Des écologistes du Kenya travaillent avec des agriculteurs pour créer un espace pour les pangolins géants

Les écologistes travaillent avec les agriculteurs afin de créer un espace pour les pangolins géants au Kenya.

Espèces localement disparues

Les experts ont déclaré que dans le pays, on sait peu de choses sur la population de pangolins géants terrestres, notamment sur le nombre d’entre eux qui vivent dans les forêts du pays.

Avant 2018, on supposait que le pangolin était localement éteint, la dernière observation connue remontant à 1971 dans l’ouest du Kenya.

Cependant, à l’heure actuelle, les défenseurs de l’environnement locaux estiment qu’il n’en reste qu’entre 30 et 80 dans le pays.

Le projet Pangolin a travaillé avec les propriétaires fonciers autour de la forêt de Nyakweri pour créer un espace pour ces animaux, un défi de taille étant donné que la plupart sont des agriculteurs qui défrichent la forêt pour l’agriculture et construisent des clôtures électriques pour éloigner les animaux sauvages.

Le Pangolin Project, une organisation à but non lucratif basée au Kenya, se consacre à la recherche et à la protection des pangolins.

Les organisateurs de ce projet pensaient que les pangolins avaient besoin de l’aide de l’humanité.
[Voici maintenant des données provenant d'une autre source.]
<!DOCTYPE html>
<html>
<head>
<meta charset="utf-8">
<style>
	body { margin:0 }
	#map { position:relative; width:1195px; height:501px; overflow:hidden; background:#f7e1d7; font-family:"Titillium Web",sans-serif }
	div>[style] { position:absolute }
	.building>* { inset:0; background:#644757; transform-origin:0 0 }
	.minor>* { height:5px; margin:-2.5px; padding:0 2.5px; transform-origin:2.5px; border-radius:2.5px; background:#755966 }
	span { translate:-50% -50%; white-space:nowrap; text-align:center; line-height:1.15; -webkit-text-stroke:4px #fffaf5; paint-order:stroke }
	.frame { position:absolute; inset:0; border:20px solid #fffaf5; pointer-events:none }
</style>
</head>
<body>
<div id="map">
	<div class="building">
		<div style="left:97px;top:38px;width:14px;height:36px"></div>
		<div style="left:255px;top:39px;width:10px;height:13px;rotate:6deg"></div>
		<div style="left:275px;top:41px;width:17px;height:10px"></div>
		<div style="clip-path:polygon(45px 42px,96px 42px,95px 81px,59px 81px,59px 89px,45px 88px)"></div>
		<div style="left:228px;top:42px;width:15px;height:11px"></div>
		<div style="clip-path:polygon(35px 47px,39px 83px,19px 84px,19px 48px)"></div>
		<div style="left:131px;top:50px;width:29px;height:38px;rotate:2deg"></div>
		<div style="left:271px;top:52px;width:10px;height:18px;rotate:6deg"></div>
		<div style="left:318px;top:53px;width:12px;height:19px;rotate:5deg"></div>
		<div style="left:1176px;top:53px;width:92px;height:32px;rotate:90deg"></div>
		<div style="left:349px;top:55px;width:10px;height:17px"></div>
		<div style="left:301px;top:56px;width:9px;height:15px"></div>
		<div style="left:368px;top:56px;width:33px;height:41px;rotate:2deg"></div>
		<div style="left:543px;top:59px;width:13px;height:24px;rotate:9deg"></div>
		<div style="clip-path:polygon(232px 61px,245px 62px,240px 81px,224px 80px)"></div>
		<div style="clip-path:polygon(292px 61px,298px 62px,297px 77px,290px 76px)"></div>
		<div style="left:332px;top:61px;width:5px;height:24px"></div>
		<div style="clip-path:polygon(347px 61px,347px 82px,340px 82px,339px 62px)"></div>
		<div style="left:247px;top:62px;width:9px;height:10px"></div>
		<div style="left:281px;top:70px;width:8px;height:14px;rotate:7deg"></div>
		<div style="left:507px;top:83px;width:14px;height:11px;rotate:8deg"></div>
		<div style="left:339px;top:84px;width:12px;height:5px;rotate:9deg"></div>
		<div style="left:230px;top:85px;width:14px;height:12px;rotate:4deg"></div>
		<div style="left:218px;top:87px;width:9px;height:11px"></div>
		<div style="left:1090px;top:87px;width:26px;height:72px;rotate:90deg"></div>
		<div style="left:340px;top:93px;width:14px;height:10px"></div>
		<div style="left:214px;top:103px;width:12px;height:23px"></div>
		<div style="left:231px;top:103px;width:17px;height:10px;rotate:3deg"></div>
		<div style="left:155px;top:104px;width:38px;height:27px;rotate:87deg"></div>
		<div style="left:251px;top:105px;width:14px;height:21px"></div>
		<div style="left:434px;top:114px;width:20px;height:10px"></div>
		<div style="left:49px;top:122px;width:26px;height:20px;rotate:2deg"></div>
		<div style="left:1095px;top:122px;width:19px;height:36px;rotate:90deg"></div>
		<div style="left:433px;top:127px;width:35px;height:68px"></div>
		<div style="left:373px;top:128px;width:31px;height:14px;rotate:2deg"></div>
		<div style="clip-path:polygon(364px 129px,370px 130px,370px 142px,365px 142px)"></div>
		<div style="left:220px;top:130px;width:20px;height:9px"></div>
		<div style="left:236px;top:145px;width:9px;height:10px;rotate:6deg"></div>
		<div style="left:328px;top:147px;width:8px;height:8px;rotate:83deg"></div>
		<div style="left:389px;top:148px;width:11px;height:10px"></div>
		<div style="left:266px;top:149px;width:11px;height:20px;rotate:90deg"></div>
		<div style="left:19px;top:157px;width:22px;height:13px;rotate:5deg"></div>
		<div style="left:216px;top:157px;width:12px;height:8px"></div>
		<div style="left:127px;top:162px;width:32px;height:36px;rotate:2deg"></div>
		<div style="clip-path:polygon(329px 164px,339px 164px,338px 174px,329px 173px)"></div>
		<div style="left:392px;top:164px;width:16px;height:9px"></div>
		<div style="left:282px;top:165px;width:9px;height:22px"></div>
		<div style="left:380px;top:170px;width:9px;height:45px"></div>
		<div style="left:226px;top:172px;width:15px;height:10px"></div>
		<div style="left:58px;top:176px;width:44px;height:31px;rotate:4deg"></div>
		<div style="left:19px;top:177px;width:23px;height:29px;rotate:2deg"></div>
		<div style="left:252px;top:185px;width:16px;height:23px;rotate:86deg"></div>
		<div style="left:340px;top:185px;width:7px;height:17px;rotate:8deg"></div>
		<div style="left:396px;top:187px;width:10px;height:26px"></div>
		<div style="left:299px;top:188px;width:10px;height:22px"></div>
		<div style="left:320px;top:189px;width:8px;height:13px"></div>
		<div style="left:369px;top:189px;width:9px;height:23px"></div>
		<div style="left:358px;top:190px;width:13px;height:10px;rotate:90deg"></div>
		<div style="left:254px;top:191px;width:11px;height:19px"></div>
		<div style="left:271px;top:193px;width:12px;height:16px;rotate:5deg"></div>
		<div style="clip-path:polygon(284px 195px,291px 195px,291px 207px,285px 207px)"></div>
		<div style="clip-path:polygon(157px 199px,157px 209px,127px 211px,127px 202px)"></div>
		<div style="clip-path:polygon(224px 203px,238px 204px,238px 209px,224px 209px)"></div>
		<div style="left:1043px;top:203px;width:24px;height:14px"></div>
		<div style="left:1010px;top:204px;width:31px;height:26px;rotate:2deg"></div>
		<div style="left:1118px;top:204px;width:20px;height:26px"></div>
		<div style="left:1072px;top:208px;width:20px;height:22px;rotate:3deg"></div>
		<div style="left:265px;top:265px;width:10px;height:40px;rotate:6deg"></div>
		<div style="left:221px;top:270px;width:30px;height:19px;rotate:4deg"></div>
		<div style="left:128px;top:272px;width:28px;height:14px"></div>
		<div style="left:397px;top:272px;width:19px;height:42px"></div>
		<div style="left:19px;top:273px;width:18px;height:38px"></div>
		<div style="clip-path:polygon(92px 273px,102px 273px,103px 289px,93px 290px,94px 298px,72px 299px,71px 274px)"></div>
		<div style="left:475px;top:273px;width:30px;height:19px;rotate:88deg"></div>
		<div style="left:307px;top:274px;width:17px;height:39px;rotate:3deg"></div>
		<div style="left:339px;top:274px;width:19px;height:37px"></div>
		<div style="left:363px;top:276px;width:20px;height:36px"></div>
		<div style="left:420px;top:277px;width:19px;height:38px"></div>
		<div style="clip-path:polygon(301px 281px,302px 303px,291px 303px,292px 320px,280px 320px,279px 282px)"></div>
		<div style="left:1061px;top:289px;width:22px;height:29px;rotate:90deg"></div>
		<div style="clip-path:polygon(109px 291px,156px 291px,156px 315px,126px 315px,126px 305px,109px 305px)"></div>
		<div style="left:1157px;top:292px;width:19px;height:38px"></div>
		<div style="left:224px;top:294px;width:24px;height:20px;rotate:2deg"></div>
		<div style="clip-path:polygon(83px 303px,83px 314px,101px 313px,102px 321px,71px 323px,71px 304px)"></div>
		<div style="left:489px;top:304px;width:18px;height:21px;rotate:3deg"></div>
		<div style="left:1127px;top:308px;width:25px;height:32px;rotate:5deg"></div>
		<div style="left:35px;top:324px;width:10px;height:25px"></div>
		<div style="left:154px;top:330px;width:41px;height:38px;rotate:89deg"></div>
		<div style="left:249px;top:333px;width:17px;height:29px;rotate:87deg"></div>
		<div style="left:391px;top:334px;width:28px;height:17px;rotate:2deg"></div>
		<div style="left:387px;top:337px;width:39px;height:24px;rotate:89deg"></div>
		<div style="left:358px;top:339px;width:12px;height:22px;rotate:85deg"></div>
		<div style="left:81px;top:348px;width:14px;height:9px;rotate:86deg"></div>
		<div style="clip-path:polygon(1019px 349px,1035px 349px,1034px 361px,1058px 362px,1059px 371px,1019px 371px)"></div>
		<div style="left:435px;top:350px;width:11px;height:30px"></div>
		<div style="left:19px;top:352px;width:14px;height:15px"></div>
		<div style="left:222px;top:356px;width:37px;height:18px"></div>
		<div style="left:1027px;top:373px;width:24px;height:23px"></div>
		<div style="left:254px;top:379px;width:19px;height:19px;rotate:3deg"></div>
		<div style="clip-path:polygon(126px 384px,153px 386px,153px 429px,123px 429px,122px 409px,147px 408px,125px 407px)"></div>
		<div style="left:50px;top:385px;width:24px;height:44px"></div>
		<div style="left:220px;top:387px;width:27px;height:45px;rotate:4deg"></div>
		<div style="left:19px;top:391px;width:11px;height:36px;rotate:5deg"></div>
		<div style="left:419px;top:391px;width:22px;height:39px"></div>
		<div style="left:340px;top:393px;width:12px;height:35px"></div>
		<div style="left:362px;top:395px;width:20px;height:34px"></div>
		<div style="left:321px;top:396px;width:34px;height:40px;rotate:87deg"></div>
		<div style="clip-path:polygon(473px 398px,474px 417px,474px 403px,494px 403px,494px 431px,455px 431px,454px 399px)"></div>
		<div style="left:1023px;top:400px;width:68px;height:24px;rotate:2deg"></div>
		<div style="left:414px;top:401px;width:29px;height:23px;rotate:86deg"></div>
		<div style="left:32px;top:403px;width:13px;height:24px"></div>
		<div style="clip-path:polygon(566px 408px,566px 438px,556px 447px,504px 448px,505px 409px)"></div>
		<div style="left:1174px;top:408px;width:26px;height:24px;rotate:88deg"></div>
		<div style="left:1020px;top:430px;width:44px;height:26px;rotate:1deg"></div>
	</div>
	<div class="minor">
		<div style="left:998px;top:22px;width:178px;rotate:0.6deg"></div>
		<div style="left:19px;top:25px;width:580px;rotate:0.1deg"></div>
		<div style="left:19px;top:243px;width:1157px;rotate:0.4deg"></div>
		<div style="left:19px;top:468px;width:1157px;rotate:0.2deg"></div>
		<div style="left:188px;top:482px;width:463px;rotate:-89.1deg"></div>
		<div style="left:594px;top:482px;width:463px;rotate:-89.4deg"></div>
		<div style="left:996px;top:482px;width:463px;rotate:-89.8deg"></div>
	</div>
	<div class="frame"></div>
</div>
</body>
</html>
«Ils sont les mammifères les plus victimes de trafic illégal au monde en raison de la demande pour leurs écailles en médecine traditionnelle.» Nous travaillons à identifier et à conserver d’importantes populations de pangolins dans notre région, en sensibilisant et en utilisant la science pour éclairer la stratégie de conservation », a déclaré le projet Pangolin.

Le groupe réalise son travail en partenariat avec les communautés et les gardes forestiers, convaincu que la collaboration est la clé du succès de la conservation.

En outre, réduire ou arrêter la déforestation est crucial si l’on veut que les quelques pangolins géants terrestres restants au Kenya puissent survivre à l’état sauvage.

Environ 23 propriétaires fonciers, représentant au moins 60 ménages, se sont réunis pour former le Nyekweri Kimintet Forest Conservation Trust, qui couvrira près de 2 020 hectares (5 000 acres).

Le pangolin géant terrestre a été classé « en danger » selon les critères A2cd et A4cd.

Les chercheurs ont noté que les preuves avaient déjà indiqué un déclin de la zone d’occupation et de la qualité de l’habitat sur une période de trois générations (45 ans), basé sur la perte de forêt en Afrique de l’Ouest et centrale.

Les pangolins jouent un rôle essentiel dans le maintien de la biodiversité et d’un environnement sain.

La principale défense du pangolin est de se mettre en boule, ce qui le rend extrêmement vulnérable au braconnage. Ils sont très difficiles à reproduire en captivité, leur survie dépend donc de leur protection dans la nature où ils vivent.

Lire aussi : Les pangolins font face à une crise existentielle en Afrique en raison des menaces humaines et climatiques

Espèce solitaire et nocturne

L’espèce est largement répartie mais de manière discontinue dans toute l’Afrique de l’Ouest et centrale dans un large éventail d’habitats, notamment les formations de forêt tropicale primaire et secondaire, les forêts marécageuses, les mosaïques de savane forestière et les savanes boisées.

Il est signalé depuis le Sénégal (bien qu’il n’y ait aucune preuve de sa présence en Gambie) vers l’est en passant par la Guinée, la Sierra Leone, le Libéria (y compris les environs du mont Nimba ; Coe 1975), la Côte d’Ivoire et le Ghana, où il a également été signalé. du nord dans le parc national de Mole.

Il s’agit d’une espèce solitaire, nocturne et insaisissable qui est difficile à recenser et, par conséquent, il n’existe aucune information fiable sur l’abondance, la densité ou l’occupation de la population.

De récentes enquêtes par piégeage photographique ont fourni des informations sur l’abondance relative de l’espèce dans certaines zones d’étude de son aire de répartition, notamment en Tanzanie et au Cameroun.

Parallèlement, les taux de détection des pangolins géants ont tendance à être faibles grâce à des méthodes de piégeage photographique systématiques ou aléatoires.